Problem requirements => Go through the data and copy each line where the word "hidden" shows up.

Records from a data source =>

....

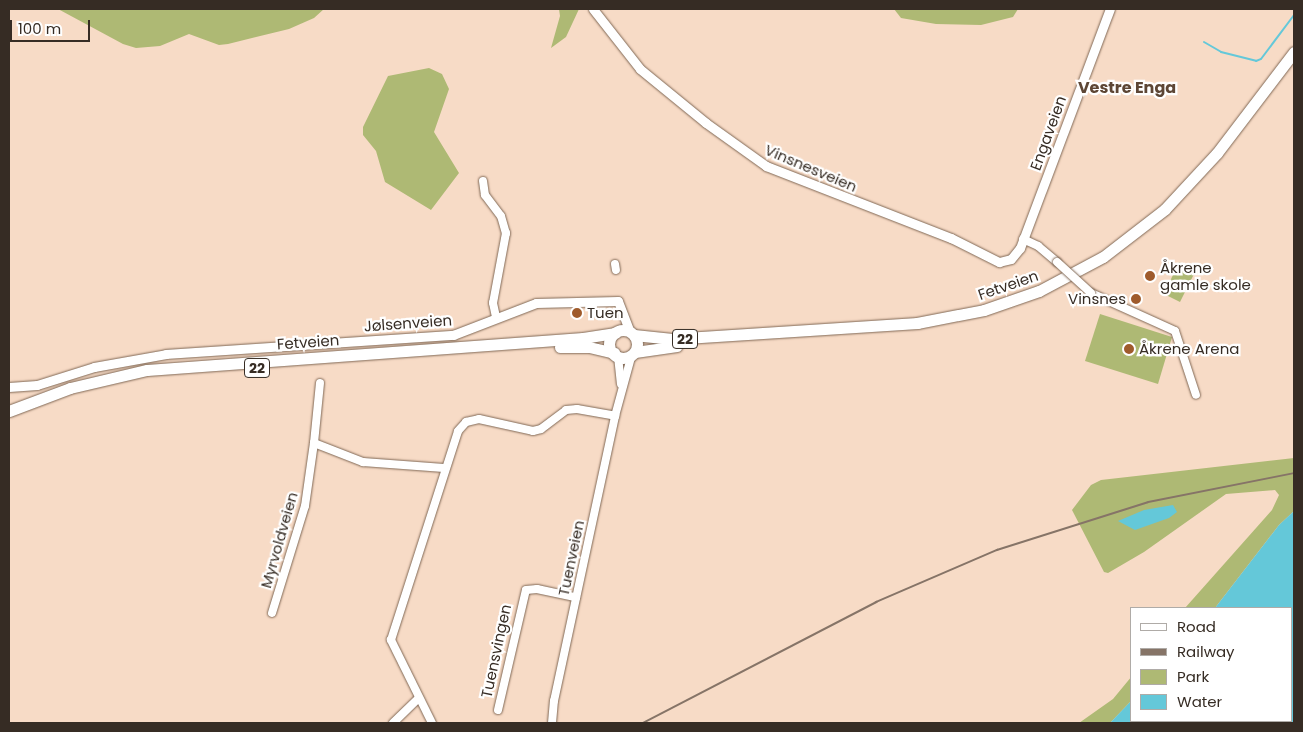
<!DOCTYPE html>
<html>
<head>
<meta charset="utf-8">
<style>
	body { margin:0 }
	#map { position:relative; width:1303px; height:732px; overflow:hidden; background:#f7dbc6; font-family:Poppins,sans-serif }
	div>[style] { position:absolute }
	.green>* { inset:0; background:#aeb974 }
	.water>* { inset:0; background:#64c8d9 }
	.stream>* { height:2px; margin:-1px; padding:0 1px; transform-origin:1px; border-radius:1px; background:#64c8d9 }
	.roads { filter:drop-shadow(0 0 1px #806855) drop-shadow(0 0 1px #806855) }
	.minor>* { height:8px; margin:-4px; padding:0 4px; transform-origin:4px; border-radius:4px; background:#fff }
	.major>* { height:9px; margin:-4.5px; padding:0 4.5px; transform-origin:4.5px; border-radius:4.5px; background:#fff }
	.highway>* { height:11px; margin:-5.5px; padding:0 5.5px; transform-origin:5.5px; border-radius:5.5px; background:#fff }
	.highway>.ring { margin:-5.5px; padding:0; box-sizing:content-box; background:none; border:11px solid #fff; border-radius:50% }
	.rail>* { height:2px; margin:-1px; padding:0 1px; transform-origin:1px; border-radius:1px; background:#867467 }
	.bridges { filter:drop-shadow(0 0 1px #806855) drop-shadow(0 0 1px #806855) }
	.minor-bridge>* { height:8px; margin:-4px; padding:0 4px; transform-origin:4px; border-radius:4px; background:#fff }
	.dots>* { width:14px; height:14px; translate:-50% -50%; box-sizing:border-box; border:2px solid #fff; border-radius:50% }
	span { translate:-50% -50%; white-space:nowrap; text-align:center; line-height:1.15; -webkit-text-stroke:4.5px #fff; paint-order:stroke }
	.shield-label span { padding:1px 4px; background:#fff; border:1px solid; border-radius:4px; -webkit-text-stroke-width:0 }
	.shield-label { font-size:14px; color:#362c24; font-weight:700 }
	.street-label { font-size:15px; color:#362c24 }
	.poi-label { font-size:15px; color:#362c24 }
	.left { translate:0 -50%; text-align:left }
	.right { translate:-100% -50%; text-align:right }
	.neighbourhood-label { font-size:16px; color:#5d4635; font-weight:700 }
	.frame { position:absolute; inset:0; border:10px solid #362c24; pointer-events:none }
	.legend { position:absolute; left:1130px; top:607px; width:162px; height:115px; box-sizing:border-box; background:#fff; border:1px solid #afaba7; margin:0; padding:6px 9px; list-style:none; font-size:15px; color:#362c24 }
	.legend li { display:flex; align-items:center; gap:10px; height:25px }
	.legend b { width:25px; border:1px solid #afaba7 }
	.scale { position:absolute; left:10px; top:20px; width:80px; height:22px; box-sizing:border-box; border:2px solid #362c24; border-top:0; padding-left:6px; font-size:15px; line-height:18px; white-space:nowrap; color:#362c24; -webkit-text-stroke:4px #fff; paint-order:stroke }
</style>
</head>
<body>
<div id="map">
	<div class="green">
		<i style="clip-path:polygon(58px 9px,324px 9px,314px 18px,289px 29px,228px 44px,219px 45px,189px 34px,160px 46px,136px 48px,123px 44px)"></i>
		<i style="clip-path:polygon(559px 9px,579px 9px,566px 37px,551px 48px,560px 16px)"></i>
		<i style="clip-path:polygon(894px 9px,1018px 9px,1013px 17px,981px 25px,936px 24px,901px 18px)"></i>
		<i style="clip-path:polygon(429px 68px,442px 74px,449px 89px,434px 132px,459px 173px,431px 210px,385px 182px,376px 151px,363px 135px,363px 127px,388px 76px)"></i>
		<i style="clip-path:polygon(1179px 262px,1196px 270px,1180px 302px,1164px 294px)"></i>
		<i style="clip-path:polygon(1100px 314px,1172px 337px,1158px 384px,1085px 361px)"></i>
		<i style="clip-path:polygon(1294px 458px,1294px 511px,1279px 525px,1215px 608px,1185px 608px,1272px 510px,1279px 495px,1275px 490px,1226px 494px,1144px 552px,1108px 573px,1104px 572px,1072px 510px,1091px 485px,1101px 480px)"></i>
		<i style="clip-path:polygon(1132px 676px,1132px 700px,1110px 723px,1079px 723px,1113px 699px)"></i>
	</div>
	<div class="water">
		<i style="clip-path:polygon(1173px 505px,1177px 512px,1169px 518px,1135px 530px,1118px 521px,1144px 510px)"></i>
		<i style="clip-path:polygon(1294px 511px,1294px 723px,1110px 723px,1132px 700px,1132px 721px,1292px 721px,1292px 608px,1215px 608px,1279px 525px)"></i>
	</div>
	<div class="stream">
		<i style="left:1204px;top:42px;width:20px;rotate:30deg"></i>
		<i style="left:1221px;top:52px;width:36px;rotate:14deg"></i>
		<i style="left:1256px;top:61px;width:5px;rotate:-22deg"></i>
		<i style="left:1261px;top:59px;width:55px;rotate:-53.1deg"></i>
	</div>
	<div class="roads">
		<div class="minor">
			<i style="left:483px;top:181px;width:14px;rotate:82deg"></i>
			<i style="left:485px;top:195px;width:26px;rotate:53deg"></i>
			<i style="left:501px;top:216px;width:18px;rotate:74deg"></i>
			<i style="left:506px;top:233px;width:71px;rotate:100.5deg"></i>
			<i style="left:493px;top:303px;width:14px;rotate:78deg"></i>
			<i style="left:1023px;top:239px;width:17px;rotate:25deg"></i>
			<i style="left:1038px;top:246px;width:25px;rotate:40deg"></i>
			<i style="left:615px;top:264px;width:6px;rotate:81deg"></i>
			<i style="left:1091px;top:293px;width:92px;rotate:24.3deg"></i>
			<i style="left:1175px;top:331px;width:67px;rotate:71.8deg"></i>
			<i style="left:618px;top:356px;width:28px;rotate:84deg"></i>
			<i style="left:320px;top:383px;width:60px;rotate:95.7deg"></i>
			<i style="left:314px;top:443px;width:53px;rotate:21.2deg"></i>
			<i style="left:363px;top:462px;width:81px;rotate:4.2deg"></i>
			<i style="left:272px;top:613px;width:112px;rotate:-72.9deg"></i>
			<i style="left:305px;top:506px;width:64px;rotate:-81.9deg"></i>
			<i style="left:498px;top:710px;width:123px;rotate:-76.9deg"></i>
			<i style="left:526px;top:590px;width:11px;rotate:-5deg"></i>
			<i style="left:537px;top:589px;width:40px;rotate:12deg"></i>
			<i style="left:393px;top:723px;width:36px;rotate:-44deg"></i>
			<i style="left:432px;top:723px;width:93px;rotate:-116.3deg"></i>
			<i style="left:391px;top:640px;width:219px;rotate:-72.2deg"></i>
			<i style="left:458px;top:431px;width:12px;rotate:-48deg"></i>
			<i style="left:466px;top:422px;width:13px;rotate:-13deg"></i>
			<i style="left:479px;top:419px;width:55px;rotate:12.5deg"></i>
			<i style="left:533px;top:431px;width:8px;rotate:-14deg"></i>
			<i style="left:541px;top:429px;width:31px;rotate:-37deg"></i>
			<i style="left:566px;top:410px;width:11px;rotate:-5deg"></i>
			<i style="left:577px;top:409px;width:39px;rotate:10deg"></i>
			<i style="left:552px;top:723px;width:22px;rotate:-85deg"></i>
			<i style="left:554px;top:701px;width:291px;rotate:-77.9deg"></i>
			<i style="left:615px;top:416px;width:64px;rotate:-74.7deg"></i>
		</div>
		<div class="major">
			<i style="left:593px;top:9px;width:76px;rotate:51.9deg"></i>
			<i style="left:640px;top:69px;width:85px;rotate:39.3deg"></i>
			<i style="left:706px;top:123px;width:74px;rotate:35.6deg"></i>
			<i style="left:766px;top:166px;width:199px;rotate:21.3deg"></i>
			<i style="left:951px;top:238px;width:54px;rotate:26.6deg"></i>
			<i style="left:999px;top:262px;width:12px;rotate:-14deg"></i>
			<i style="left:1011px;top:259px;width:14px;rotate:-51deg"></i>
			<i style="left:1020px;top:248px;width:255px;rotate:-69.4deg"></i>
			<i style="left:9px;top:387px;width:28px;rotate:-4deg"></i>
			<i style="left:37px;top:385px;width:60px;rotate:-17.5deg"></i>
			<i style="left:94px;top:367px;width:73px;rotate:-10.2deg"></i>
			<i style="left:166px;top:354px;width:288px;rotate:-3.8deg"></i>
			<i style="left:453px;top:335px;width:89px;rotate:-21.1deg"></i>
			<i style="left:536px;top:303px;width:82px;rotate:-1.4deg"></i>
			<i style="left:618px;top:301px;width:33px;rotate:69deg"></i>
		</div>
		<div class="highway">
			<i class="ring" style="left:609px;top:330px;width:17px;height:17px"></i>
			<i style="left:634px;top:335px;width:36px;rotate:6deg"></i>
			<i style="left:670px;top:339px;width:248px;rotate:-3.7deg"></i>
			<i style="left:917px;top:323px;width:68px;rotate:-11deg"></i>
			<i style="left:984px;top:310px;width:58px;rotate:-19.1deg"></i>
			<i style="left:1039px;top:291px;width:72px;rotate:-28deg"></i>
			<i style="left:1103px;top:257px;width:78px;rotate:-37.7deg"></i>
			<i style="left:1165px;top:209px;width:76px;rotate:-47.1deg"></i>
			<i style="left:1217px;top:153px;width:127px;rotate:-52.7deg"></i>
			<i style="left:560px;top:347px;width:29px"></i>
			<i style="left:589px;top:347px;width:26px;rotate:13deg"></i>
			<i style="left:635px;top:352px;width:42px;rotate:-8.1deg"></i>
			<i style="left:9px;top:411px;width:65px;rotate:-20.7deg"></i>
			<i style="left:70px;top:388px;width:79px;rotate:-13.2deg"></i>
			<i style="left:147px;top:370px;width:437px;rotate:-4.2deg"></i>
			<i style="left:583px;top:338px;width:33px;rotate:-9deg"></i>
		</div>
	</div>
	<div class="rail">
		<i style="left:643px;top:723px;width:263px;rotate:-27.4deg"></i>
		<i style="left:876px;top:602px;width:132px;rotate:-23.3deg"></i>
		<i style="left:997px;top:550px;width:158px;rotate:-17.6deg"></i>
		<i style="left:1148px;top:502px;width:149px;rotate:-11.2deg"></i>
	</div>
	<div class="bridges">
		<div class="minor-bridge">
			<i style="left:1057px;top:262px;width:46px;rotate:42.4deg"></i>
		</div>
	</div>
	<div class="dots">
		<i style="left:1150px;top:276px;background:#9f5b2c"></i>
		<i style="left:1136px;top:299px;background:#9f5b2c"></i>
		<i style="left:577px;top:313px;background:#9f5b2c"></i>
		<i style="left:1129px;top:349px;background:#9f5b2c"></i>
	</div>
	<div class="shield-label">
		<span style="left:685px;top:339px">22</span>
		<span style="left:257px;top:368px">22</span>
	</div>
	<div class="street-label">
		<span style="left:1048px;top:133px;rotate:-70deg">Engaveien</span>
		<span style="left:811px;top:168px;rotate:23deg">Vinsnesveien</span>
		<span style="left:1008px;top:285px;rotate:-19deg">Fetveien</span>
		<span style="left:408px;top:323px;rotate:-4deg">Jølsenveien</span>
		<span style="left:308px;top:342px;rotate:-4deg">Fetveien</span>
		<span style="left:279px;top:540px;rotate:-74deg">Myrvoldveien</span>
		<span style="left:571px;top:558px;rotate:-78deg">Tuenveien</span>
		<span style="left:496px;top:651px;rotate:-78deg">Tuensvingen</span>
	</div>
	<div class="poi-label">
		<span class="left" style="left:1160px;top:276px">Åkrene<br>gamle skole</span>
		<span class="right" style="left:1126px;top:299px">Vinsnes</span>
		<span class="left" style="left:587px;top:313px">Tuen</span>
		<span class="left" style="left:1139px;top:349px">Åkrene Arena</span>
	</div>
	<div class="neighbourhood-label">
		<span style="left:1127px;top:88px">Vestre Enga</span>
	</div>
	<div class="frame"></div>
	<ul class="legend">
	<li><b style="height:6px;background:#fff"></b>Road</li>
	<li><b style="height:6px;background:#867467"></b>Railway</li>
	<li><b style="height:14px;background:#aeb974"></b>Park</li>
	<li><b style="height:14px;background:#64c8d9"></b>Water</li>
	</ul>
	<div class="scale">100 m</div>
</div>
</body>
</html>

....

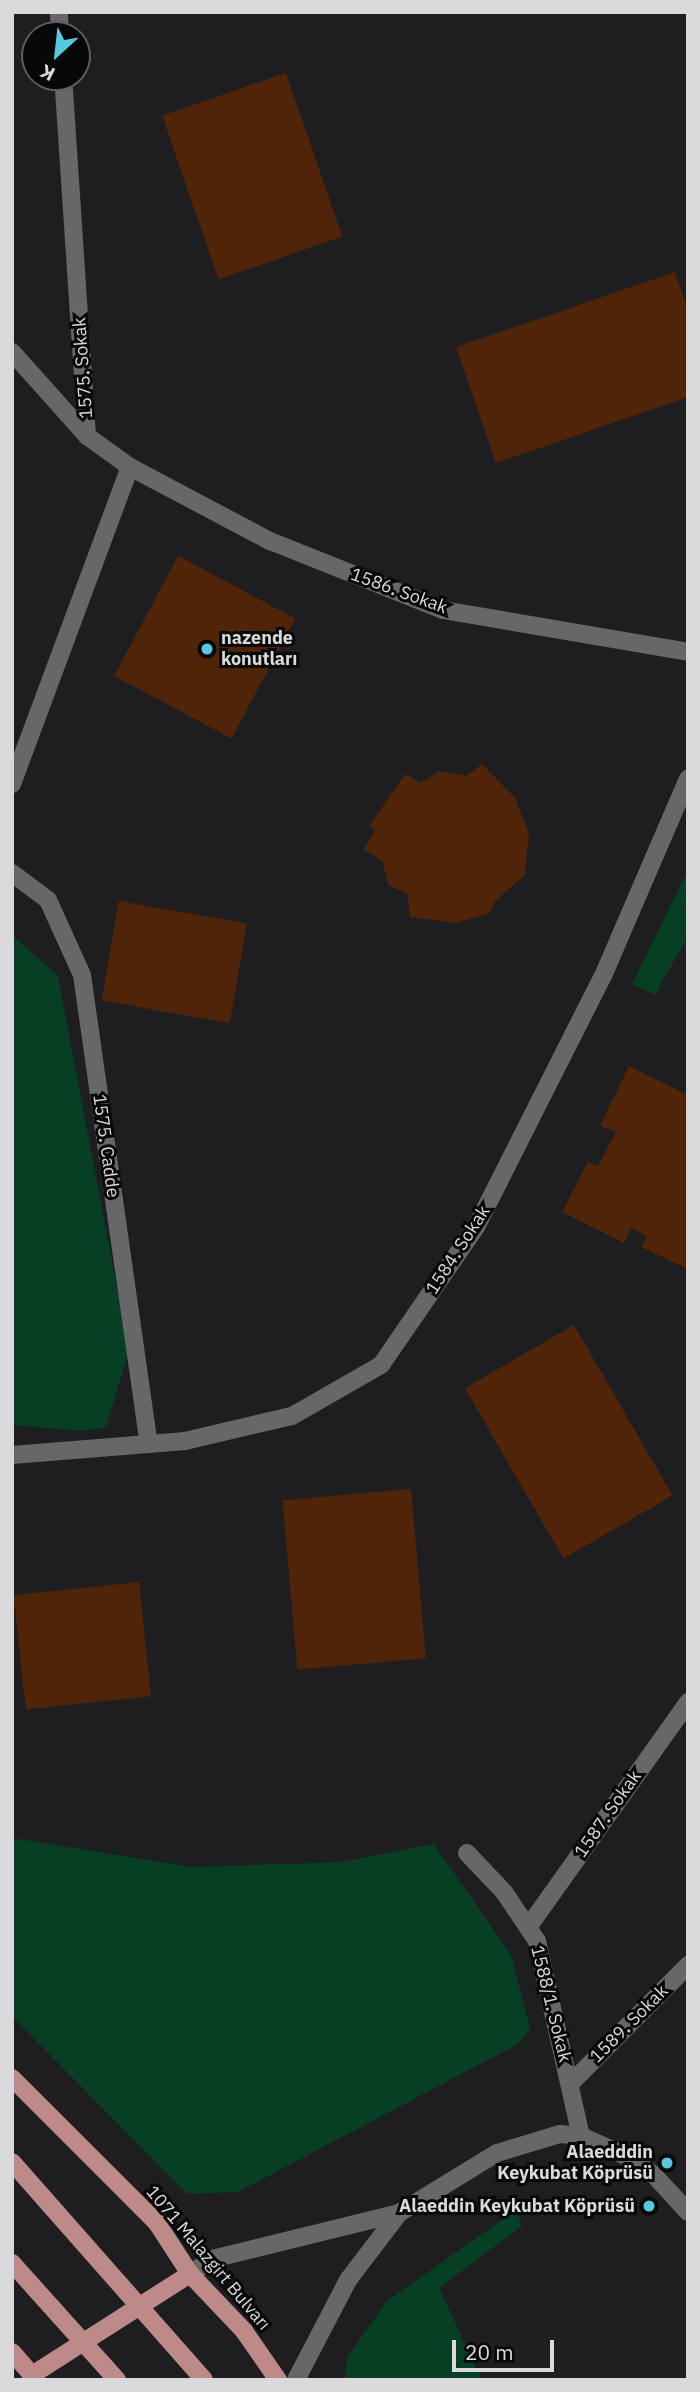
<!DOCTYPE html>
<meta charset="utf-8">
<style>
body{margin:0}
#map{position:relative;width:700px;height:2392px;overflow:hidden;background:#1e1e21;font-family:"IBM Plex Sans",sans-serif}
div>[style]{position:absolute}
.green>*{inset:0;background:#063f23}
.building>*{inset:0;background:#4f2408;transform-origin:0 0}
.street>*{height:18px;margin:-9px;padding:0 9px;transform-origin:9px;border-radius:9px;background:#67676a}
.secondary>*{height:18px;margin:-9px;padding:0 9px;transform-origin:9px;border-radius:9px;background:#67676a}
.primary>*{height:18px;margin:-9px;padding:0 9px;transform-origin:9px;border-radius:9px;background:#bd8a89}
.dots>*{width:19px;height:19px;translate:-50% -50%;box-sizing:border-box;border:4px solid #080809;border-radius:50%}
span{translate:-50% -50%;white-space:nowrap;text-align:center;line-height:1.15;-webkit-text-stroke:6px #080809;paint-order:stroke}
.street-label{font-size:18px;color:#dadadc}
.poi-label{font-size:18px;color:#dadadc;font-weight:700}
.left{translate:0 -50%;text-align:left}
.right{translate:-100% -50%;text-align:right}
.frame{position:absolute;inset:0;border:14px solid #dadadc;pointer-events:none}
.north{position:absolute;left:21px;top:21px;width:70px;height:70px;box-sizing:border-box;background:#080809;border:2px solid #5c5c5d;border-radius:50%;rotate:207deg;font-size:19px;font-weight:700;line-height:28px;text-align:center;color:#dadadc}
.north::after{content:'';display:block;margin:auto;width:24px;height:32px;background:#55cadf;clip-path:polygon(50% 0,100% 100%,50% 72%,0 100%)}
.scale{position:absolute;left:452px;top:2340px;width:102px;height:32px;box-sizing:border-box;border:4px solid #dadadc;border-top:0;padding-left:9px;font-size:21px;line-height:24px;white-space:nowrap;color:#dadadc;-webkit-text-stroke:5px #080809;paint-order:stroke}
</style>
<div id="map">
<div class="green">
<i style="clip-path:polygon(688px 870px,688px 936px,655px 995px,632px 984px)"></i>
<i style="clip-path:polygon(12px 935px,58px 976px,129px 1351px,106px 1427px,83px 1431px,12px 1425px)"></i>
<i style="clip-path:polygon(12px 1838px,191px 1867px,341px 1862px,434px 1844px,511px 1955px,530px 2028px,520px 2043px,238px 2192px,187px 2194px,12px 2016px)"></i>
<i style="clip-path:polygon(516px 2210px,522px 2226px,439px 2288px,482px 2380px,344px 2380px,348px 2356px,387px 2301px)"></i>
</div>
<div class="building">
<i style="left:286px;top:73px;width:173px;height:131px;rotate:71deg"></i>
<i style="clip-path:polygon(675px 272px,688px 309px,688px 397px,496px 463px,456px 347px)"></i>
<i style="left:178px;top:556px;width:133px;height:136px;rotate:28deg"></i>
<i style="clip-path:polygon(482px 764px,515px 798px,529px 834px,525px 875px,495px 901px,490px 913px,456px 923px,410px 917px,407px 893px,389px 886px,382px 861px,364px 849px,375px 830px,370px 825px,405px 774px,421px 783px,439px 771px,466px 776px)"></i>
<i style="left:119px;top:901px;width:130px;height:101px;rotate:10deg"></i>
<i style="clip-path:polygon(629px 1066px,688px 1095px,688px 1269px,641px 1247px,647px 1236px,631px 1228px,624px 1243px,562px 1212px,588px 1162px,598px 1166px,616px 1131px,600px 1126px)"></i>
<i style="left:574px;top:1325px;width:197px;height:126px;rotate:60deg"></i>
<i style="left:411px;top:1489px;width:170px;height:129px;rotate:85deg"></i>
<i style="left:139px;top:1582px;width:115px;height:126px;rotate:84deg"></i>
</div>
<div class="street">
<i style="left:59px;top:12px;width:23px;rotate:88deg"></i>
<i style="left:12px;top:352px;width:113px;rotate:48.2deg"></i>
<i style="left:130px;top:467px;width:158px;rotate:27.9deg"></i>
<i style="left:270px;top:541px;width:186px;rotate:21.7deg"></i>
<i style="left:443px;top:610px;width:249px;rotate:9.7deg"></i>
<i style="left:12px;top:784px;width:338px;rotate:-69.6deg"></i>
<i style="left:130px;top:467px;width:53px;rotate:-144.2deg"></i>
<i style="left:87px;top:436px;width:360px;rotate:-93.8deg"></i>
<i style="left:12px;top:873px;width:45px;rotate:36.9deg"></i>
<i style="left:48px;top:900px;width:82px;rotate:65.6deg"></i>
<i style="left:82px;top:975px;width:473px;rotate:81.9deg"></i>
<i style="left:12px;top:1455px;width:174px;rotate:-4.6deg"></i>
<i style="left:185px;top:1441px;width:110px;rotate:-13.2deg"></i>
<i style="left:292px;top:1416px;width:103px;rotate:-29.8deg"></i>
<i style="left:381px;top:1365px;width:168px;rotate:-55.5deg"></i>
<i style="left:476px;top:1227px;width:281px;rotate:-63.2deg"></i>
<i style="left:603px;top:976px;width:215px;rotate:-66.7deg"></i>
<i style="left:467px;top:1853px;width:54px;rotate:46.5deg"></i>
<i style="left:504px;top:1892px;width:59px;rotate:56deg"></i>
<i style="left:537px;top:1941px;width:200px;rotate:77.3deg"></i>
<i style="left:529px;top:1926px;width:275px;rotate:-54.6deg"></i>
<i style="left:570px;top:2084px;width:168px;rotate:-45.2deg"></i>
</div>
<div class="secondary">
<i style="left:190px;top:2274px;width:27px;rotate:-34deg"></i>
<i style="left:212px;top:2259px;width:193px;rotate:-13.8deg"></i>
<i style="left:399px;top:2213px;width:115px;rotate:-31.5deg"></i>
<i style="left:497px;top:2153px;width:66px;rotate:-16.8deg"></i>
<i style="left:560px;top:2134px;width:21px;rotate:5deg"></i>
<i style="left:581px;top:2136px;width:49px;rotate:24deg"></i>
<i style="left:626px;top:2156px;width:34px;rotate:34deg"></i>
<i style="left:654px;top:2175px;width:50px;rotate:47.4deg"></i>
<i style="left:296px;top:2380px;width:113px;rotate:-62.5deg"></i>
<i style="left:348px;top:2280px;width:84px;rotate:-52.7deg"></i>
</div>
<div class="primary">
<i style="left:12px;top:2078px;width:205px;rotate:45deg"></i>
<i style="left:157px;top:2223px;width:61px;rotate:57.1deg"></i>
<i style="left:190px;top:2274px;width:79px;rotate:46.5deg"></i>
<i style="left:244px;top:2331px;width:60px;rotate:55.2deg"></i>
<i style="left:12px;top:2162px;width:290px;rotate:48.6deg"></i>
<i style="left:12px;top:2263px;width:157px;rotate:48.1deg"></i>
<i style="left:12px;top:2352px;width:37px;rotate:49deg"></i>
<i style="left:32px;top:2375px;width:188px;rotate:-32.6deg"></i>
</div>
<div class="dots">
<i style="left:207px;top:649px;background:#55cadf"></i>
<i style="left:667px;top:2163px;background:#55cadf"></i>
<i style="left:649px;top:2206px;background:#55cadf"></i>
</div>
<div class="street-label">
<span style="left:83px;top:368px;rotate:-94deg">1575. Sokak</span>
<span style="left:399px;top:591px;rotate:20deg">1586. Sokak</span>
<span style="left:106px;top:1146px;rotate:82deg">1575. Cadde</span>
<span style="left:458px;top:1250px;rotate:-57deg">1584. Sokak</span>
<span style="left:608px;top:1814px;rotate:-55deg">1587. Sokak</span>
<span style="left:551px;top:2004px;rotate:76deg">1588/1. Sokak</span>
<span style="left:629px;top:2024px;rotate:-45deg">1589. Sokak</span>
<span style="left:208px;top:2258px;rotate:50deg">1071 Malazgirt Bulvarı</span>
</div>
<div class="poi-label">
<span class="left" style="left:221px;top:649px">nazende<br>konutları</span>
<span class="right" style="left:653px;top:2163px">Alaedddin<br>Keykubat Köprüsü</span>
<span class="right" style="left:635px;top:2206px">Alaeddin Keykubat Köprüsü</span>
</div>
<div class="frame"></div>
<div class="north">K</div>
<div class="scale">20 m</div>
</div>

....

Output for this exercise =>
	#map { position:relative; width:1303px; height:732px; overflow:hidden; background:#f7dbc6; font-family:Poppins,sans-serif }
#map{position:relative;width:700px;height:2392px;overflow:hidden;background:#1e1e21;font-family:"IBM Plex Sans",sans-serif}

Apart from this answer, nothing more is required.